The "Achilles heel" of invasive forms of breast cancer has been discovered, researchers have said. The find could lead to new treatment options that target the receptors that stimulate growth of cancer - in effect, "taking them out of business".
Current treatments against invasive forms of breast cancer are not entirely effective because they do not succeed in completely stopping the proliferation of cancer cells. However, scientists have now developed a protein compound which may provide patients with a new therapeutic option, as it appears to kill off tumour cells.
The latest study, published in Nature Communications, investigates why no treatment has appeared to work so far. "If we look at the history of the treatment of breast cancer, we only had chemotherapy at first.
This was then supplemented with antibodies, but they lack efficacy", lead author Andreas Plückthun from the University of Zurich, told IBTimes UK.
"Though the life of patients is prolonged, the level of relapse remains high, so the problem is not solved. With these antibodies, we are far from a viable cure. In our research, we wanted to understand why that is, and figure out how the receptors to which antibodies bind work".
Blocking several pathways
HER2-positive breast cancer is an invasive form of the disease. Women who have it display high levels of the HER2 receptors on the surface of breast cells - which stimulates the growth and division of cells, and the development of tumours. The antibodies used to treat the cancer bind to the HER2 receptors, so the cells are unable to grow any more.
Different types of antibodies - like trastuzumab and pertuzumab - have been used for some time to bind to the HER2 receptors of cancerous cells and render them dormant. However, outcomes for patients have been mitigated, with many at risk of relapsing.
Scientists now say HER2 uses not one but several signalling pathways to inform the cells that they should grow and divide. Antibodies only block one of those signalling pathways. In particular, a protein called RAS, which is responsible for reactivating the growth signal emitted by the HER2 receptor, remains active. For this reason, cancer cells are not killed off, and women can relapse.
The scientists thus believed that the only way to kill off the cancerous cells was by "taking the HER2 receptors out of business". They tested protein compound on cell cultures and animal models, known as DARPins. This new class of protein compounds are easy to produce and present interesting binding properties.
When used, the compound binds simultaneously to two HER2 receptors in a targeted manner.
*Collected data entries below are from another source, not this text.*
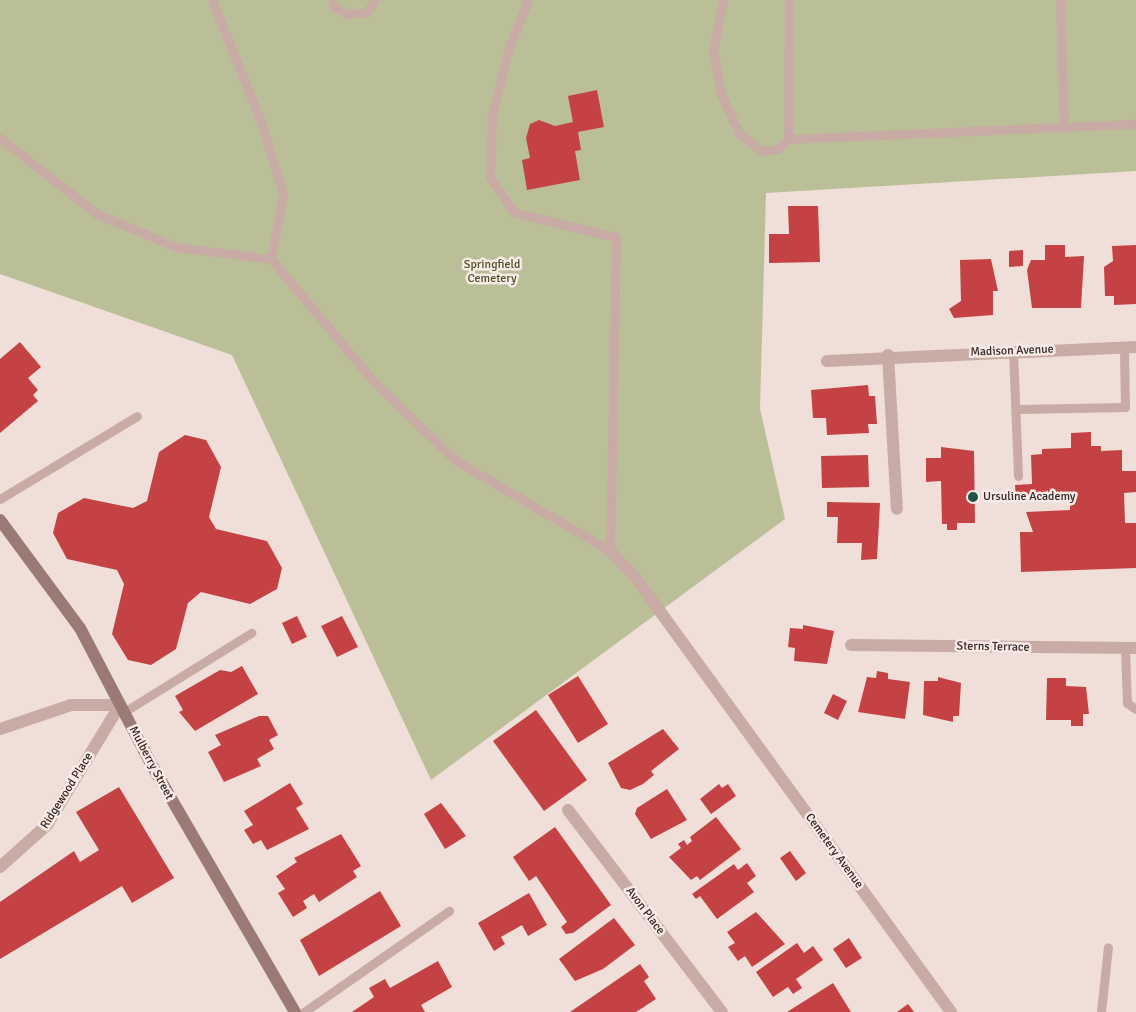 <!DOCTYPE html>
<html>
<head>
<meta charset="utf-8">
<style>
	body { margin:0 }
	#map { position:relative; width:1136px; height:1012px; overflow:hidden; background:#f0ded8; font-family:Signika,sans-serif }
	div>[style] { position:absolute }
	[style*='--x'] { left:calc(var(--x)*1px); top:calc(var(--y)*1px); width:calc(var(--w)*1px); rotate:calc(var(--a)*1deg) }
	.green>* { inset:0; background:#bbbf98 }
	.building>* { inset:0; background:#c44244 }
	.lane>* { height:9px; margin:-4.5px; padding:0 4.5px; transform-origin:4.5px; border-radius:4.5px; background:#c8aba4 }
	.street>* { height:12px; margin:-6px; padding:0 6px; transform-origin:6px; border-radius:6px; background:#c8aba4 }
	.secondary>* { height:12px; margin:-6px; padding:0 6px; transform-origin:6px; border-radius:6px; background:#9b7a76 }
	.dots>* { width:14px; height:14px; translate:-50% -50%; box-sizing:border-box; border:2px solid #f8eae4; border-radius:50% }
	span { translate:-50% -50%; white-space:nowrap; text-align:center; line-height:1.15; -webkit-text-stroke:5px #f8eae4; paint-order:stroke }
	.park-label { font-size:12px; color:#4c512a }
	.street-label { font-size:12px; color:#332626 }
	.poi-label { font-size:12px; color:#332626 }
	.left { translate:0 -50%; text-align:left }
</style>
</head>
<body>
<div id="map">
	<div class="green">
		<div style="clip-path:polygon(0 0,1136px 0,1136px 171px,766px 193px,760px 409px,785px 519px,431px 780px,232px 355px,0 274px)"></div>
	</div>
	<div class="building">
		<div style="clip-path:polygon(597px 90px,604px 127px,578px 132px,581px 150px,575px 151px,580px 180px,527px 190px,522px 160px,530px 158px,526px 138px,530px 124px,539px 120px,555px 126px,573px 122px,568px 96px)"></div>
		<div style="clip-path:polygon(788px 206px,818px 206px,820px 262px,769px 263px,769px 234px,789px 234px)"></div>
		<div style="clip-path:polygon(1045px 245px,1065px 245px,1065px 257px,1084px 256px,1081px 308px,1032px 308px,1027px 270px,1031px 260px,1045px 260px)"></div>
		<div style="clip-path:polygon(1136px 245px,1136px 304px,1114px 305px,1114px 296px,1105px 296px,1104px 267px,1113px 261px,1112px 246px)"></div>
		<div style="clip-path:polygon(1023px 250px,1023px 266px,1009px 267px,1009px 251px)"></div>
		<div style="clip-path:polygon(991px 259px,998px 291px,993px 291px,993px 315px,954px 318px,949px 309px,961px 301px,960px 260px)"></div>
		<div style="clip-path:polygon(20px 342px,41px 367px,28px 378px,38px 390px,33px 395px,38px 401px,0 433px,0 359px)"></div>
		<div style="clip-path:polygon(868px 385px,869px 396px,875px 396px,877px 424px,868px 424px,869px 433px,827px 435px,826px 418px,813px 418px,811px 390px)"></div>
		<div style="clip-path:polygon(1091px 432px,1091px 446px,1101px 446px,1101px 451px,1122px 450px,1122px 471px,1136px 471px,1136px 492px,1124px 493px,1125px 523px,1136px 523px,1136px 568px,1021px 572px,1020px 532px,1033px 532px,1026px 512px,1070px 510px,1070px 497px,1016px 499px,1015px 485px,1032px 484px,1031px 455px,1042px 454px,1042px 449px,1071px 448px,1071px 433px)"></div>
		<div style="clip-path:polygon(185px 435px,206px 440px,221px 467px,209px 517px,216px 529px,267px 541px,282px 568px,277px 589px,250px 604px,201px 592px,188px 603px,176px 649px,151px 665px,128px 660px,112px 634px,124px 584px,117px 570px,67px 559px,53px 533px,58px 513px,84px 498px,133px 508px,147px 501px,159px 452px)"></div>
		<div style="clip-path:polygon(941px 447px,974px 451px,975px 523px,957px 523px,957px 530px,947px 530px,947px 524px,942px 524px,941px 481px,926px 482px,926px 458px,941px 458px)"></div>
		<div style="clip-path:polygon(868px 455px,869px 487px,822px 488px,821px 456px)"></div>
		<div style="clip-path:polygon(827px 502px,880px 503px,877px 559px,861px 560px,862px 543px,837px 543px,838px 517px,827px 517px)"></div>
		<div style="clip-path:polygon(297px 616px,307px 637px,292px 644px,282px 623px)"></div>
		<div style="clip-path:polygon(342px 616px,358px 647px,337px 657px,321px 626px)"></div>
		<div style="clip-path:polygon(803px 625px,834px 631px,827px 664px,794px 661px,795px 648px,788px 647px,790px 628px,803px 629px)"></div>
		<div style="clip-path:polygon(242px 666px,258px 694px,195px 731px,179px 712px,183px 710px,175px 696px,220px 670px,231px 672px)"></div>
		<div style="clip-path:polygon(877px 671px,888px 673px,888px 679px,910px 682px,905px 719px,858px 712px,867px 677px,876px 678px)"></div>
		<div style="clip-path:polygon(578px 676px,608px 724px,578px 743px,548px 695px)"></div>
		<div style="clip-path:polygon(938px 677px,961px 683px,959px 716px,953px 716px,953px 722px,923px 715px,924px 681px,938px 681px)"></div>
		<div style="clip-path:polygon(1047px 678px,1066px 678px,1066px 686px,1086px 687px,1089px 714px,1083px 714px,1083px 726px,1071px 726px,1071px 720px,1046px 720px)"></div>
		<div style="clip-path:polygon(833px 694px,847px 701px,838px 720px,824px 713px)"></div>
		<div style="clip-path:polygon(536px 710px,587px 780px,544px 811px,493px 741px)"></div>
		<div style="clip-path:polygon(259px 716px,268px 716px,278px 735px,269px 740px,274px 749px,257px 759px,261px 766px,224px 782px,208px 752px,221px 745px,215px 735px)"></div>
		<div style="clip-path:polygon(663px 729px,679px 749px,651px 771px,654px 775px,643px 784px,630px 790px,621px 788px,608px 763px)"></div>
		<div style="clip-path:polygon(290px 783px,303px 804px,296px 808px,309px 829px,267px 850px,261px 840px,253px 844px,244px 830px,253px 825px,244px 811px)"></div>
		<div style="clip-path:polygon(719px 784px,722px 788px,728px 784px,736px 796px,711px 814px,700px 799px)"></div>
		<div style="clip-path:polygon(119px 787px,174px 878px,132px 903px,122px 886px,0 959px,0 902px,74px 851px,80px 862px,99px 850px,76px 812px)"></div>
		<div style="clip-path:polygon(667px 789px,687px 820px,651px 839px,635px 814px,637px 808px)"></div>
		<div style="clip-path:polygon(441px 803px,466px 836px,445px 849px,424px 814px)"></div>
		<div style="clip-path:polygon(716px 817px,741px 849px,700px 880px,697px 876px,691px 880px,669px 857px,681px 848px,678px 844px,684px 840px,687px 845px,692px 841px,690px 837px)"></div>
		<div style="clip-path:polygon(555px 827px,611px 905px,573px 933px,566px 934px,561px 927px,567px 922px,536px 876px,529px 881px,513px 857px)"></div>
		<div style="clip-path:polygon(341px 834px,361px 866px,353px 871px,357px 877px,319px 902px,314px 894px,303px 901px,307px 908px,293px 917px,278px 893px,285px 889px,276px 876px,297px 862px,294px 858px)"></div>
		<div style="clip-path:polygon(790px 851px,806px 873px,796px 881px,780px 858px)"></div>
		<div style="clip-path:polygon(747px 863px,756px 876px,747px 883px,754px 892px,717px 919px,700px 896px,696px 899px,692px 894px,734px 864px,738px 870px)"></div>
		<div style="clip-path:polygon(380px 891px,401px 926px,319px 976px,300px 940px)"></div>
		<div style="clip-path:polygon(529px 893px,547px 925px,528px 936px,522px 925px,501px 937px,505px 944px,494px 951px,478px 923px)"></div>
		<div style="clip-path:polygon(756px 912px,785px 944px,752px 967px,745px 956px,738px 961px,728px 947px,735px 943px,727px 932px)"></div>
		<div style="clip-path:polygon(614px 918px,635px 945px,603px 969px,575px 981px,559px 959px)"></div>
		<div style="clip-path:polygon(849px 938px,862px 958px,846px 968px,833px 949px)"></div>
		<div style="clip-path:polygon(797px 943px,804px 953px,813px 946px,823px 960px,796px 979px,802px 988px,793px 994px,788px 987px,773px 997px,756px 972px)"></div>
		<div style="clip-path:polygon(438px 961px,452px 987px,421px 1005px,425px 1012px,352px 1012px,374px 997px,369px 988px,385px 979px,390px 988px)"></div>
		<div style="clip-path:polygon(640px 964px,649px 977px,644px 981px,656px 999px,636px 1012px,570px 1012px)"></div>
		<div style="clip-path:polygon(833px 983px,851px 1012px,787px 1012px)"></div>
		<div style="clip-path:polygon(908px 1004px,914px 1012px,897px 1012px)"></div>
	</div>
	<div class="lane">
		<div style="--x:332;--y:0;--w:7;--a:74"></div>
		<div style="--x:334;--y:7;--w:16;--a:27"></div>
		<div style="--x:348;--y:14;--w:19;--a:-6"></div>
		<div style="--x:367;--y:12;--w:14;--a:-56"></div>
		<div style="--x:723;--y:0;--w:51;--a:101.3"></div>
		<div style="--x:713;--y:50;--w:45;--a:79.7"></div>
		<div style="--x:721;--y:94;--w:43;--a:65.2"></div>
		<div style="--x:739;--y:133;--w:28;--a:39"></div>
		<div style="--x:761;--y:151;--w:17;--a:-7"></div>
		<div style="--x:778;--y:149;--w:14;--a:-45"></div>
		<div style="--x:788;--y:139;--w:139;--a:-89.6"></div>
		<div style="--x:1060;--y:0;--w:128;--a:88.2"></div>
		<div style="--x:0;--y:138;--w:123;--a:38.1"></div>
		<div style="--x:97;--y:214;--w:86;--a:22.7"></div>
		<div style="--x:176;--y:247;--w:96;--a:7.2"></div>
		<div style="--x:271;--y:259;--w:66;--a:-79.5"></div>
		<div style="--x:283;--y:194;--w:75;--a:-107"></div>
		<div style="--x:261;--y:122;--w:131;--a:-111.9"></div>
		<div style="--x:788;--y:139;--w:348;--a:-2.5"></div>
		<div style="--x:271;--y:259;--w:163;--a:50"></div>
		<div style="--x:376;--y:384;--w:110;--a:43.9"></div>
		<div style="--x:455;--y:460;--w:180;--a:30.4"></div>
		<div style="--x:610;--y:551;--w:314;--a:-88.9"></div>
		<div style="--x:616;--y:237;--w:104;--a:-166.6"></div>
		<div style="--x:515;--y:213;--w:43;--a:-125.5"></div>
		<div style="--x:490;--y:178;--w:63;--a:-88.2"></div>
		<div style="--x:492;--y:115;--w:69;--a:-75.8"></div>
		<div style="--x:509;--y:48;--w:52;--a:-68.4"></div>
		<div style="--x:1013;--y:351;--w:125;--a:87.7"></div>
		<div style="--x:1017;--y:409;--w:108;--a:-1.1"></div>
		<div style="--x:1125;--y:407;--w:60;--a:-91"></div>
		<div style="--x:0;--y:499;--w:160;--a:-31.2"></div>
		<div style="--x:1125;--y:649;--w:54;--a:87.9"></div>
		<div style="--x:1127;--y:703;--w:11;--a:34"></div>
		<div style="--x:124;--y:712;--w:150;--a:-31.9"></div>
		<div style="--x:304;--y:1012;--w:177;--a:-34.9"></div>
		<div style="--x:1101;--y:1012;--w:65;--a:-83.9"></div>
	</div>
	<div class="street">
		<div style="--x:888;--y:355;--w:154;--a:86.7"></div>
		<div style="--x:827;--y:361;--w:309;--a:-2.6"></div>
		<div style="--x:610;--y:551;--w:36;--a:46"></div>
		<div style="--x:635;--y:577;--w:538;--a:54"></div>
		<div style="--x:851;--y:645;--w:285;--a:0.6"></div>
		<div style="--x:0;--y:729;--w:75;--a:-18.7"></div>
		<div style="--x:71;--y:705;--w:49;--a:0"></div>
		<div style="--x:568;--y:810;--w:254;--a:52.7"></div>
		<div style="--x:0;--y:867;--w:63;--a:-41.8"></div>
		<div style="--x:47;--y:825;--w:140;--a:-58.7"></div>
	</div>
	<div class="secondary">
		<div style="--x:0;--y:520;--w:134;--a:53.5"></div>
		<div style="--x:80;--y:628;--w:151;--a:62.4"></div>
		<div style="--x:150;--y:762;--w:289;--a:59.9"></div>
	</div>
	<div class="dots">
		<div style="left:973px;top:497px;background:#1c5449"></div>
	</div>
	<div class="park-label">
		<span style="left:492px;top:272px">Springfield<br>Cemetery</span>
	</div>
	<div class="street-label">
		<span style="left:1012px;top:351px;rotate:-2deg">Madison Avenue</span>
		<span style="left:993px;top:647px;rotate:1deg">Sterns Terrace</span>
		<span style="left:151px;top:763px;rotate:62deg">Mulberry Street</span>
		<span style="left:67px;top:791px;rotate:-58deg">Ridgewood Place</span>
		<span style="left:834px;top:851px;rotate:54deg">Cemetery Avenue</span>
		<span style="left:645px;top:911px;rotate:53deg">Avon Place</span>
	</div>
	<div class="poi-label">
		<span class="left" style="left:983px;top:497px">Ursuline Academy</span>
	</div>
</div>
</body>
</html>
The effect is to alter the receptors' structure, bending them to prevent any growth signals from being transmitted into the cell interior. This ended up killing the cells.
"Now that we have identified the Achilles heel of HER2-positive cancer cells, new opportunities are opening up for treating invasive tumor types like breast cancer more effectively in the future," Plückthun said.
The next step will be to prepare for potential clinical trials in order to test the compound on actual patients. If it appears successful it may even be used in other studies.
"This approach of taking a cell receptor completely out of business may be tested in the future in other cancers. We may be able to look at whether it works for other types of receptors, on other types of tumours", Plückthun concluded.